Why You Are Not Getting Sharp Landscape Photos
Are Your Landscape Photos as Sharp as They Should Be?
Taking a sharp photo seems so simple yet it is the single biggest point of failure during landscape photography. How do you you take sharp photos when there are so many things to consider when capturing an image? Each year camera technology gets smarter and accessories get better yet photographers still complain over soft-focused landscape images.
These are the most common reasons why most photographers fail to get an image that is fully sharp across the photo.
Not Steadying the Composition With a Tripod
Camera movement is the most common reason why a photo would not be sharp. The easiest fix to that problem is to simply use a quality tripod. One of the buzzwords used in conjunction with “quality” is lightweight when it comes to describing a tripod. I'd suggest that one get the heaviest tripod they feel they can carry. Backpacking with 10 pounds of tripod is not ideal but the lighter the tripod the more likely wind is going to have an affect. It's a balance that becomes a personal preference.
Many professional photographers discuss how nice it is to use a tripod to force one to slow down and think about the creative process in getting the shot. There are few times when you would be rushed to get the photo unless you simply were not prepared for that day's shoot.
Despite the deliberate manner of setting up a tripod and getting your camera place on it one of the most common errors a photographer makes is not tightening everything down. All those movement options with knobs for release and tightening can be a point of failure in keeping your shot steady. Make sure everything is tight once you get the photo framed how you like it.
Touching the Camera
There is almost no way one can press the shutter button and not vibrate the camera even on the sturdiest surface or tripod. Even if it was possible there is no reason to touch the camera to take the shot when a remote shutter or the 2 second timer can be used.
A remote shutter is going to cost a little cash while the timer is a built in feature for digital cameras. The remote shutter is going to be a nice thing to have in your camera kit as it can also be used for long exposure photography among other photography disciplines.
However, if you are on location and the remote shutter is not functioning or you simply do not have one then using the 2-second tier is perfectly useful. The idea is to get you hands of the camera when the photo is being taken.
Using a tripod negates the need for lens stabilization. This is fantastic when hand holding your shots as the mechanism adjusts for the slight movement that is introduce. However, if there is no movement the mechanism is trying to compensate for movement that is just simply not there.

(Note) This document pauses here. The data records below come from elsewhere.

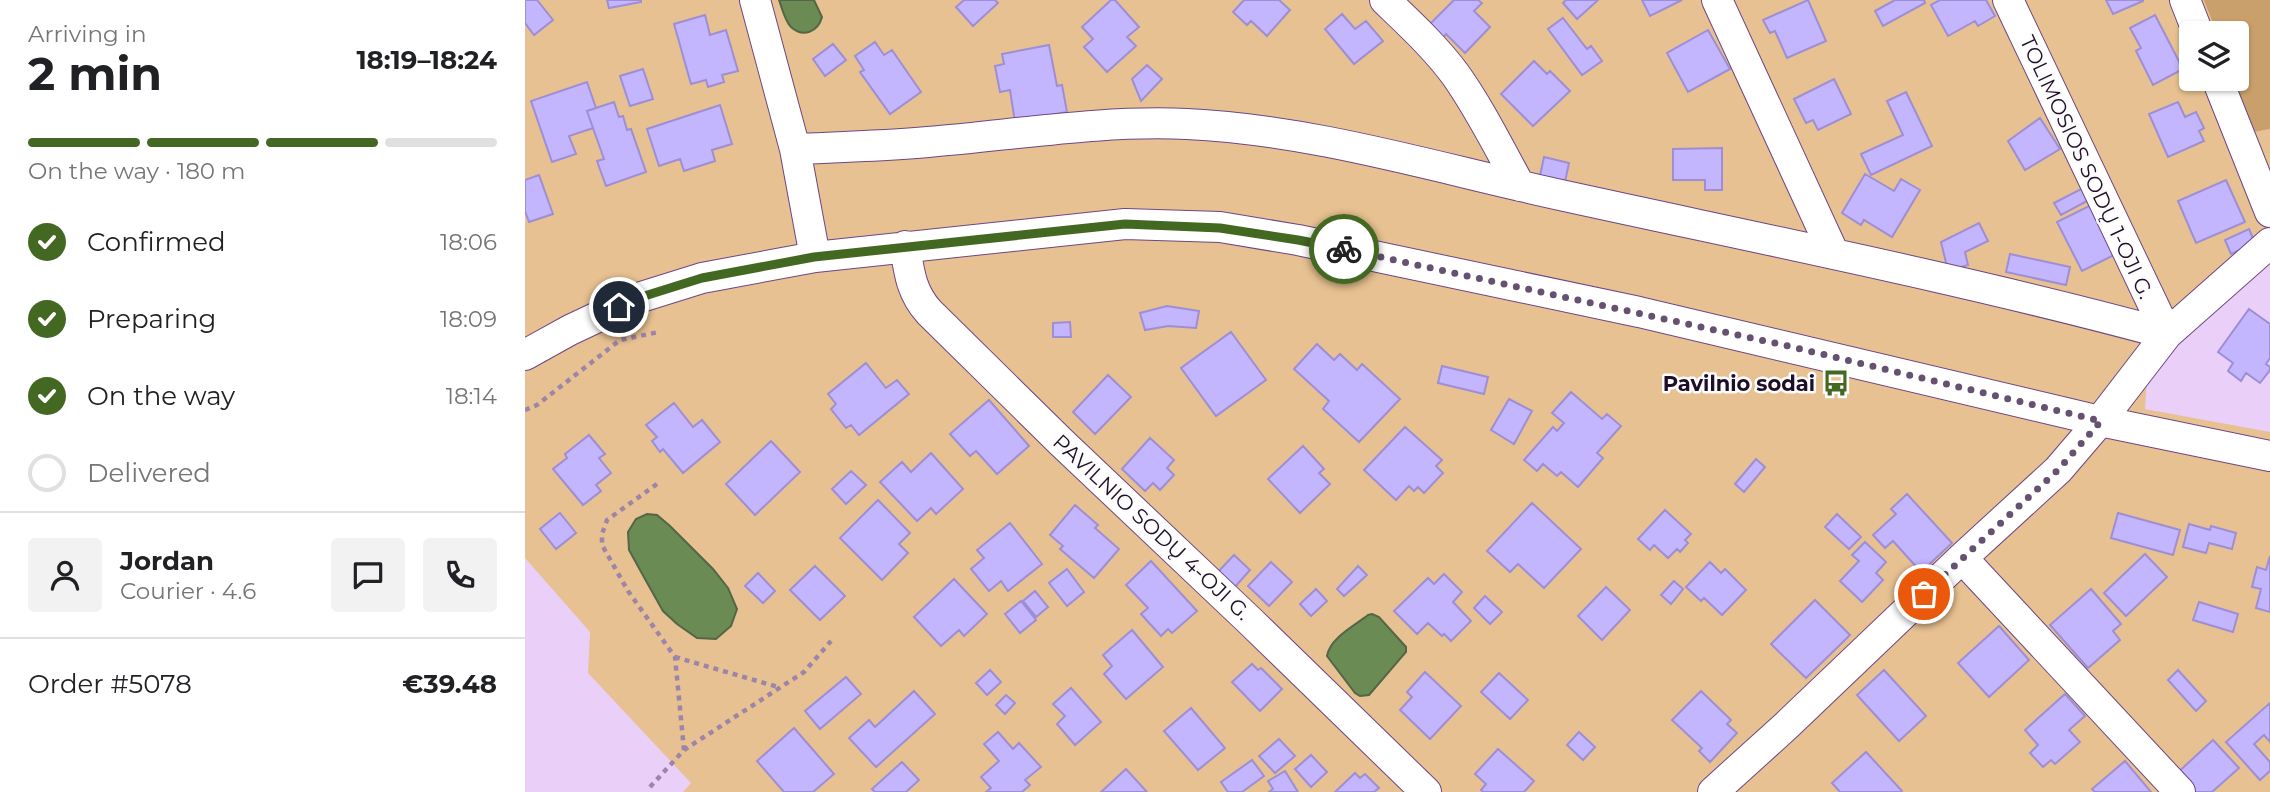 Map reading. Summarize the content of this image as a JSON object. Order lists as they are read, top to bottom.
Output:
{
  "streets": {
    "street": ["TOLIMOSIOS SODŲ 1-OJI G.", "PAVILNIO SODŲ 4-OJI G."]
  },
  "places": {
    "bus stop": ["Pavilnio sodai"]
  },
  "page": {
    "heading": ["2 min", "Arriving in", "18:19–18:24"],
    "panel": [
      "Jordan",
      "Courier · 4.6",
      "Order #5078",
      "€39.48"
    ],
    "bar": "On the way · 180 m",
    "list": [
      ["Confirmed", "18:06"],
      ["Preparing", "18:09"],
      ["On the way", "18:14"],
      "Delivered"
    ]
  }
}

This can have the added affect of creating camera shake. Bottom line: turn off image stabilization
DSLR Mirror Lock
If the camera being used is a DSLR there is no reason not to lock the mirror to avoid the slight vibration of the mirror mechanism. Most cameras in the Live View mode already locks the mirror for the shot. However it is worth looking into the manual to see exactly how to lock a mirror specifically for whatever camera is being used to avoid any possibility of camera shake. Obviously using a mirrorless camera avoids this problem.
Most tripods have the ability to add weight to the center column. Add sandbags, small weights or a bag of whatever is available to hang in the center of the tripod. This will have the affect of stabilizing the tripod by anchoring the legs into the ground.
An interesting technique to further stabilize the tripod is to place a beanbag onto the top of the camera and lens. Obviously this only works if the knobs and screws are sufficiently tightened across the camera base. However, it can help if there is a concern about movement from the shutter.
Using the Wrong Aperture
Landscape photography is one discipline where having the fastest lens is not necessarily needed. Most landscape photographers prefer using a smaller aperture like f/ll or f/16. A little experimentation to find the sweet spot of a particular lens is necessary. Cranking a lens down to, say, f/22 could introduce light infraction and make the image less sharp.
Using a shallow depth of field f-stop like f/2.8 is great if you are trying to create focus on a close subject while blurring the background. This is certainly a creative use of landscape photography but for the most part a smaller apertures will suffice in most typical landscape photography composition.
Getting sharp landscape photography is a process of making sure that camera shake is avoided as well as ensuring the correct settings are enabled in the camera. Landscape photographers each have their own tips and tricks to avoid blurry images. Nothing is worse than returning to the post-processing rig only to discover there are elements of the photo that cannot be fixed due to camera shake or unfortunate focusing. Hopefully these tips will help when trying to get the best landscape photo possible.